[Collected data]
------
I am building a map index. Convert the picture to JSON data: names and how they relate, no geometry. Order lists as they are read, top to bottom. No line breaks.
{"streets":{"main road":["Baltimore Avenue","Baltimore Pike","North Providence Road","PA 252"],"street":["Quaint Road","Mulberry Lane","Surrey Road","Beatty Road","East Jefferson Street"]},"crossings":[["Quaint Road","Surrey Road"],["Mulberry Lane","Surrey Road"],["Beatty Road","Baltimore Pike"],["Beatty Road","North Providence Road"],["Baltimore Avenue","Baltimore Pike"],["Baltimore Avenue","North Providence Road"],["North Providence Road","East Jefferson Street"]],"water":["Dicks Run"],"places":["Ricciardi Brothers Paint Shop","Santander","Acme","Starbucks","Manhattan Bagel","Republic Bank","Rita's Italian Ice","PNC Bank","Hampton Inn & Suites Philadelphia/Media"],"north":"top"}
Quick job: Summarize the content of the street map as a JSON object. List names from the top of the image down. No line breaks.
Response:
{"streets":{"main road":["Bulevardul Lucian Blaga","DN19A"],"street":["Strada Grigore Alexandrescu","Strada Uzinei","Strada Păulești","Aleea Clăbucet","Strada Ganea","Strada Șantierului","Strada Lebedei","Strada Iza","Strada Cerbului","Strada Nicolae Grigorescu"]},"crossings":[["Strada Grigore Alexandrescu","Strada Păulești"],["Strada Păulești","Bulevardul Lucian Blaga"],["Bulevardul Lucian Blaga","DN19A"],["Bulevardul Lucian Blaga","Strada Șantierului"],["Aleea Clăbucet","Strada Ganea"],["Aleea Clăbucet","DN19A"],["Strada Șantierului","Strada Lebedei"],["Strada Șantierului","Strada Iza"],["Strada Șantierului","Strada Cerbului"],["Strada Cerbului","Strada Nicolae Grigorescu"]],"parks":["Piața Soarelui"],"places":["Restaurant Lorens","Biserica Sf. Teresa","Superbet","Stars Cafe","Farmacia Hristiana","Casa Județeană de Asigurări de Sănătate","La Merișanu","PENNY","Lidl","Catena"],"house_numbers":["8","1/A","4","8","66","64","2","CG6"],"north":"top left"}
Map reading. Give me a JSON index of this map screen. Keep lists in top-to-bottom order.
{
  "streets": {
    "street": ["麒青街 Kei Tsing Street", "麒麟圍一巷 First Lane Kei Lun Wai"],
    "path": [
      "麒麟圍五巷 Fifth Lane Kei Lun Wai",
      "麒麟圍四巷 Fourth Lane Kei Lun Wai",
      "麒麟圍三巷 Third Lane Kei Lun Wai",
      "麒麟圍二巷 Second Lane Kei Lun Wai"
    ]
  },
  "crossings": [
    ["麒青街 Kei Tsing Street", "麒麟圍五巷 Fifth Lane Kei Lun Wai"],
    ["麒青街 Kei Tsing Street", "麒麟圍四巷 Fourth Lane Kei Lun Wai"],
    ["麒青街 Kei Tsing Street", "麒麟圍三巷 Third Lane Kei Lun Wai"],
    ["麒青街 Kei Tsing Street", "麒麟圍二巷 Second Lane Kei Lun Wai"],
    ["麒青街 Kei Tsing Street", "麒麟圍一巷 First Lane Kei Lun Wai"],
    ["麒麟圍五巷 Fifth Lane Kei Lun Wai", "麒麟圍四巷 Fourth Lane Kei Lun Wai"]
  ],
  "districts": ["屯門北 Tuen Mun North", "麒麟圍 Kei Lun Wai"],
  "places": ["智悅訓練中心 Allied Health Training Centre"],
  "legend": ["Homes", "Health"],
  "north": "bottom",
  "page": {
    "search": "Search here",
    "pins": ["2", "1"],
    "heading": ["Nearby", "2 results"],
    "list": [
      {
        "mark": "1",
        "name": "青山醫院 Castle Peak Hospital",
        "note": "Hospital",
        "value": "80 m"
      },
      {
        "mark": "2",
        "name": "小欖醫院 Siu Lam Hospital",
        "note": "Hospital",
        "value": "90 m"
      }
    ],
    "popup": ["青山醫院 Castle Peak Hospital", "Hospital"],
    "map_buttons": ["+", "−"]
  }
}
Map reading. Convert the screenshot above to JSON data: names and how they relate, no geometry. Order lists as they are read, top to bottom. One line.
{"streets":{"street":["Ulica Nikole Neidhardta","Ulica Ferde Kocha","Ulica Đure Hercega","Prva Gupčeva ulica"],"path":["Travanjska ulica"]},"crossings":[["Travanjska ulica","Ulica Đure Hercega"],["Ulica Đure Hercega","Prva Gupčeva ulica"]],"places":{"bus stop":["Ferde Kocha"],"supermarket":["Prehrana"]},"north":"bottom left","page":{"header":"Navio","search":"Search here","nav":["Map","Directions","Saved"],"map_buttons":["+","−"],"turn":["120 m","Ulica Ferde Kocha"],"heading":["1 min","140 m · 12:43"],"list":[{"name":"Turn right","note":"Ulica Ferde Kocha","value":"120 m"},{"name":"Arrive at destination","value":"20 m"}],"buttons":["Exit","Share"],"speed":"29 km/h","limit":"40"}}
------
▶ Aim of the task
Restate every line of the data word for word.

▶ Result below
I am building a map index. Convert the picture to JSON data: names and how they relate, no geometry. Order lists as they are read, top to bottom. No line breaks.
{"streets":{"main road":["Baltimore Avenue","Baltimore Pike","North Providence Road","PA 252"],"street":["Quaint Road","Mulberry Lane","Surrey Road","Beatty Road","East Jefferson Street"]},"crossings":[["Quaint Road","Surrey Road"],["Mulberry Lane","Surrey Road"],["Beatty Road","Baltimore Pike"],["Beatty Road","North Providence Road"],["Baltimore Avenue","Baltimore Pike"],["Baltimore Avenue","North Providence Road"],["North Providence Road","East Jefferson Street"]],"water":["Dicks Run"],"places":["Ricciardi Brothers Paint Shop","Santander","Acme","Starbucks","Manhattan Bagel","Republic Bank","Rita's Italian Ice","PNC Bank","Hampton Inn & Suites Philadelphia/Media"],"north":"top"}
Quick job: Summarize the content of the street map as a JSON object. List names from the top of the image down. No line breaks.
Response:
{"streets":{"main road":["Bulevardul Lucian Blaga","DN19A"],"street":["Strada Grigore Alexandrescu","Strada Uzinei","Strada Păulești","Aleea Clăbucet","Strada Ganea","Strada Șantierului","Strada Lebedei","Strada Iza","Strada Cerbului","Strada Nicolae Grigorescu"]},"crossings":[["Strada Grigore Alexandrescu","Strada Păulești"],["Strada Păulești","Bulevardul Lucian Blaga"],["Bulevardul Lucian Blaga","DN19A"],["Bulevardul Lucian Blaga","Strada Șantierului"],["Aleea Clăbucet","Strada Ganea"],["Aleea Clăbucet","DN19A"],["Strada Șantierului","Strada Lebedei"],["Strada Șantierului","Strada Iza"],["Strada Șantierului","Strada Cerbului"],["Strada Cerbului","Strada Nicolae Grigorescu"]],"parks":["Piața Soarelui"],"places":["Restaurant Lorens","Biserica Sf. Teresa","Superbet","Stars Cafe","Farmacia Hristiana","Casa Județeană de Asigurări de Sănătate","La Merișanu","PENNY","Lidl","Catena"],"house_numbers":["8","1/A","4","8","66","64","2","CG6"],"north":"top left"}
Map reading. Give me a JSON index of this map screen. Keep lists in top-to-bottom order.
{
  "streets": {
    "street": ["麒青街 Kei Tsing Street", "麒麟圍一巷 First Lane Kei Lun Wai"],
    "path": [
      "麒麟圍五巷 Fifth Lane Kei Lun Wai",
      "麒麟圍四巷 Fourth Lane Kei Lun Wai",
      "麒麟圍三巷 Third Lane Kei Lun Wai",
      "麒麟圍二巷 Second Lane Kei Lun Wai"
    ]
  },
  "crossings": [
    ["麒青街 Kei Tsing Street", "麒麟圍五巷 Fifth Lane Kei Lun Wai"],
    ["麒青街 Kei Tsing Street", "麒麟圍四巷 Fourth Lane Kei Lun Wai"],
    ["麒青街 Kei Tsing Street", "麒麟圍三巷 Third Lane Kei Lun Wai"],
    ["麒青街 Kei Tsing Street", "麒麟圍二巷 Second Lane Kei Lun Wai"],
    ["麒青街 Kei Tsing Street", "麒麟圍一巷 First Lane Kei Lun Wai"],
    ["麒麟圍五巷 Fifth Lane Kei Lun Wai", "麒麟圍四巷 Fourth Lane Kei Lun Wai"]
  ],
  "districts": ["屯門北 Tuen Mun North", "麒麟圍 Kei Lun Wai"],
  "places": ["智悅訓練中心 Allied Health Training Centre"],
  "legend": ["Homes", "Health"],
  "north": "bottom",
  "page": {
    "search": "Search here",
    "pins": ["2", "1"],
    "heading": ["Nearby", "2 results"],
    "list": [
      {
        "mark": "1",
        "name": "青山醫院 Castle Peak Hospital",
        "note": "Hospital",
        "value": "80 m"
      },
      {
        "mark": "2",
        "name": "小欖醫院 Siu Lam Hospital",
        "note": "Hospital",
        "value": "90 m"
      }
    ],
    "popup": ["青山醫院 Castle Peak Hospital", "Hospital"],
    "map_buttons": ["+", "−"]
  }
}
Map reading. Convert the screenshot above to JSON data: names and how they relate, no geometry. Order lists as they are read, top to bottom. One line.
{"streets":{"street":["Ulica Nikole Neidhardta","Ulica Ferde Kocha","Ulica Đure Hercega","Prva Gupčeva ulica"],"path":["Travanjska ulica"]},"crossings":[["Travanjska ulica","Ulica Đure Hercega"],["Ulica Đure Hercega","Prva Gupčeva ulica"]],"places":{"bus stop":["Ferde Kocha"],"supermarket":["Prehrana"]},"north":"bottom left","page":{"header":"Navio","search":"Search here","nav":["Map","Directions","Saved"],"map_buttons":["+","−"],"turn":["120 m","Ulica Ferde Kocha"],"heading":["1 min","140 m · 12:43"],"list":[{"name":"Turn right","note":"Ulica Ferde Kocha","value":"120 m"},{"name":"Arrive at destination","value":"20 m"}],"buttons":["Exit","Share"],"speed":"29 km/h","limit":"40"}}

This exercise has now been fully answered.